Face ageing appears with a progression and a pace that may vary according to the individual, to his family predisposition, as well as to his life style. It displays on all the face elements: on skin, on subcutaneous fat, on in-depth muscles.
The cutaneous relaxation is mainly evident in correspondence with the nasolabial groove, the oblique line between nose and cheeks, as well as the creases next to the mouth or the wrinkles on the forehead. The face starts loosing its oval shape because the skin and the underlying fat slide downwards, on the sides of the mouth. Eyelids, too, follow the same destiny and they often relax, forming the so-called “bags” under one’s eyes. In the same way, the neck skin looses its tone, forming the so-called “double chin”.

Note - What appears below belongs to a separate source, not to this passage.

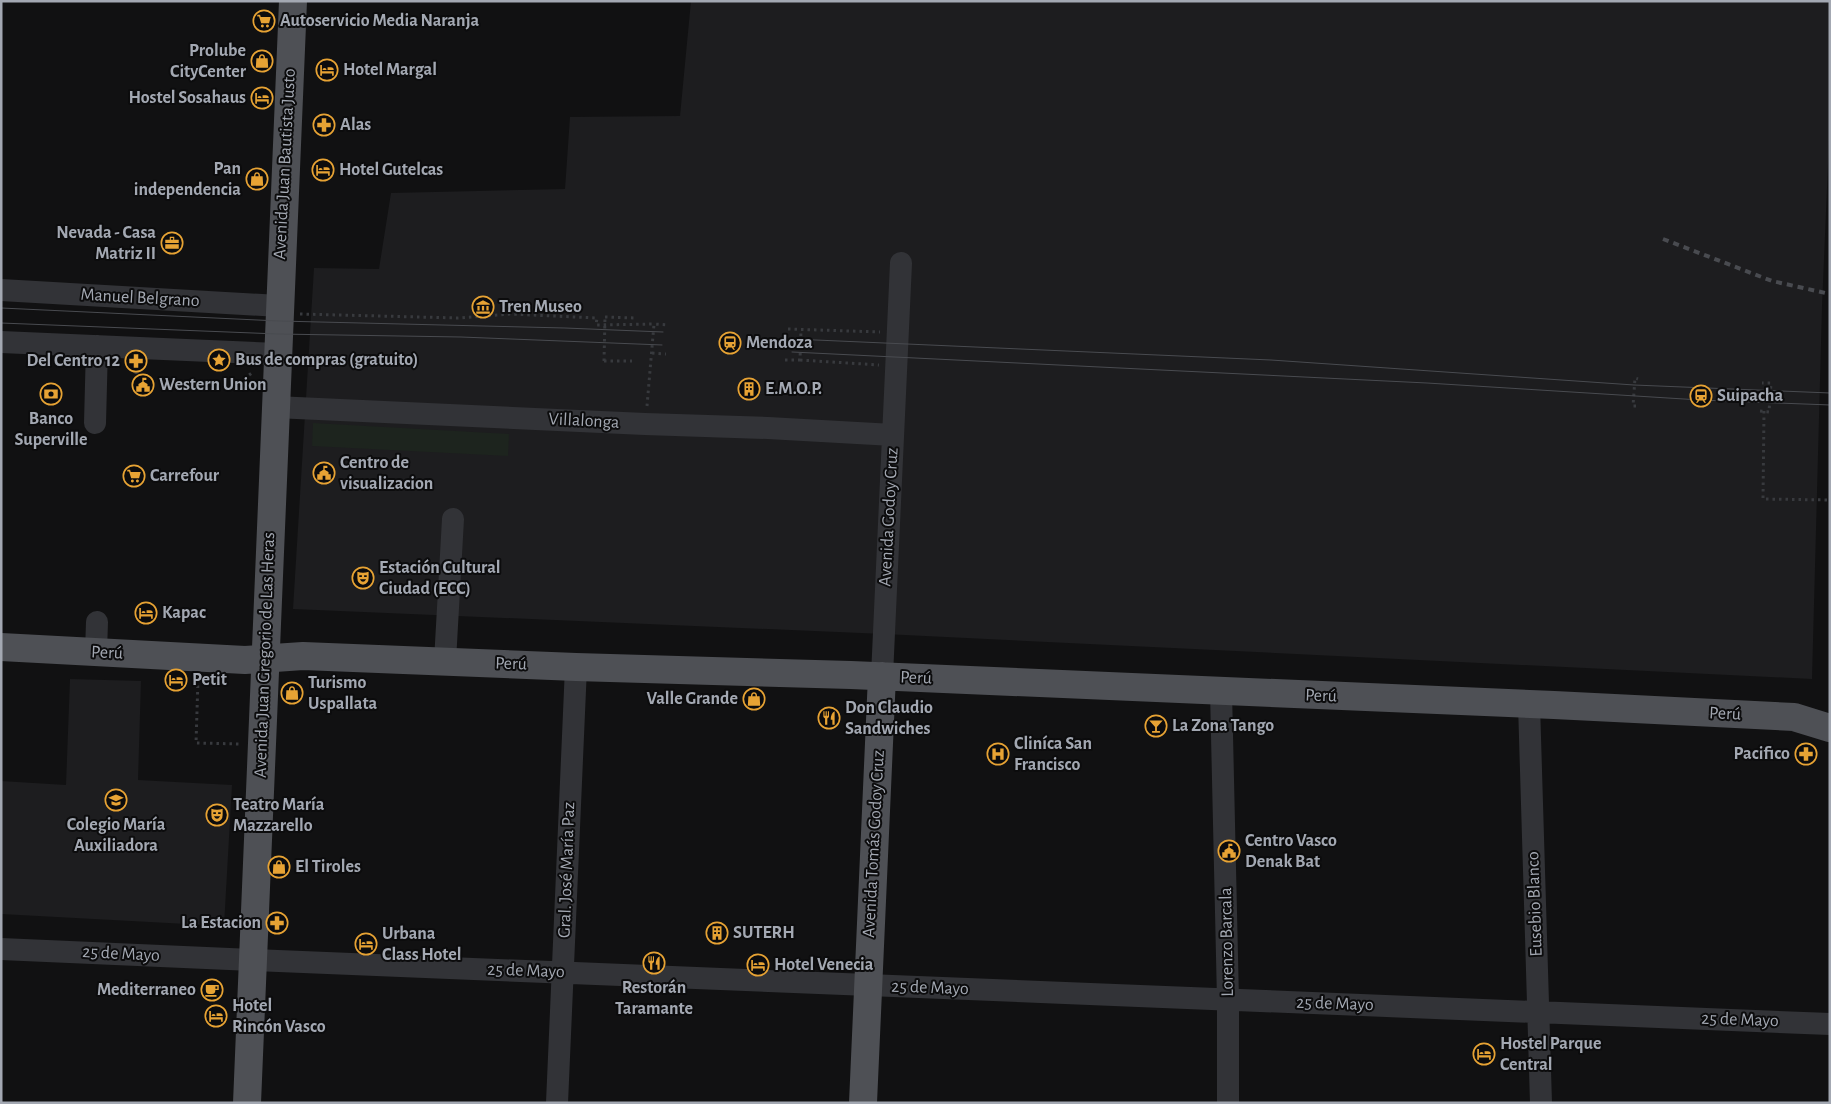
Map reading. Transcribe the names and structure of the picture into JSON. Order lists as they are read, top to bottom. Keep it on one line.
{"streets":{"main road":["Avenida Juan Bautista Justo","Perú","Avenida Juan Gregorio de Las Heras","Avenida Tomás Godoy Cruz"],"street":["Manuel Belgrano","Villalonga","Avenida Godoy Cruz","Gral. José María Paz","Eusebio Blanco","Lorenzo Barcala","25 de Mayo"]},"crossings":[["Avenida Juan Bautista Justo","Manuel Belgrano"],["Avenida Juan Bautista Justo","Avenida Juan Gregorio de Las Heras"],["Manuel Belgrano","Avenida Juan Gregorio de Las Heras"],["Villalonga","Avenida Godoy Cruz"],["Villalonga","Avenida Juan Gregorio de Las Heras"],["Avenida Godoy Cruz","Perú"],["Avenida Godoy Cruz","Avenida Tomás Godoy Cruz"],["Perú","Avenida Juan Gregorio de Las Heras"],["Perú","Avenida Tomás Godoy Cruz"],["Perú","Gral. José María Paz"],["Perú","Eusebio Blanco"],["Perú","Lorenzo Barcala"],["Avenida Juan Gregorio de Las Heras","25 de Mayo"],["Avenida Tomás Godoy Cruz","25 de Mayo"],["Gral. José María Paz","25 de Mayo"],["Eusebio Blanco","25 de Mayo"],["Lorenzo Barcala","25 de Mayo"]],"places":{"supermarket":["Autoservicio Media Naranja","Carrefour"],"shop":["Prolube CityCenter","Pan independencia","Turismo Uspallata","Valle Grande","El Tiroles"],"hotel":["Hotel Margal","Hostel Sosahaus","Hotel Gutelcas","Kapac","Petit","Urbana Class Hotel","Hotel Venecia","Hotel Rincón Vasco","Hostel Parque Central"],"pharmacy":["Alas","Del Centro 12","Pacifico","La Estacion"],"office":["Nevada - Casa Matriz II"],"museum":["Tren Museo"],"station":["Mendoza","Suipacha"],"place":["Bus de compras (gratuito)"],"public building":["Western Union","Centro de visualizacion","Centro Vasco Denak Bat"],"building":["E.M.O.P.","SUTERH"],"bank":["Banco Superville"],"theatre":["Estación Cultural Ciudad (ECC)","Teatro María Mazzarello"],"restaurant":["Don Claudio Sandwiches","Restorán Taramante"],"bar":["La Zona Tango"],"hospital":["Cliníca San Francisco"],"school or university":["Colegio María Auxiliadora"],"cafe":["Mediterraneo"]}}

Even the subcutaneous fat of the upper part of the face (temples, cheekbones) undergoes transformations with ageing, reducing itself, giving the face an “edgy”, sunken look. The fat tissue of the central and lower part of the face accumulates downwards, due to gravity, on the sides of the chin as well as under it. Even the face muscles modify: they loose their tone, they relax, following downwards the lines of gravity, worsening the sliding of all the face tissues.
The consequence of all this is that the overall aspect of the face modifies: the cheekbones are deprived of the soft tissues that were covering them and are highlighted in a different way. The bones surrounding the eyes, the ones of the temples, of the forehead and the jawbone become more evident. The forehead skin stretches, the eyelashes slide down towards the upper eyelid and the eye. In this new situation, the face takes on a serious, stern look, as if it were sulking.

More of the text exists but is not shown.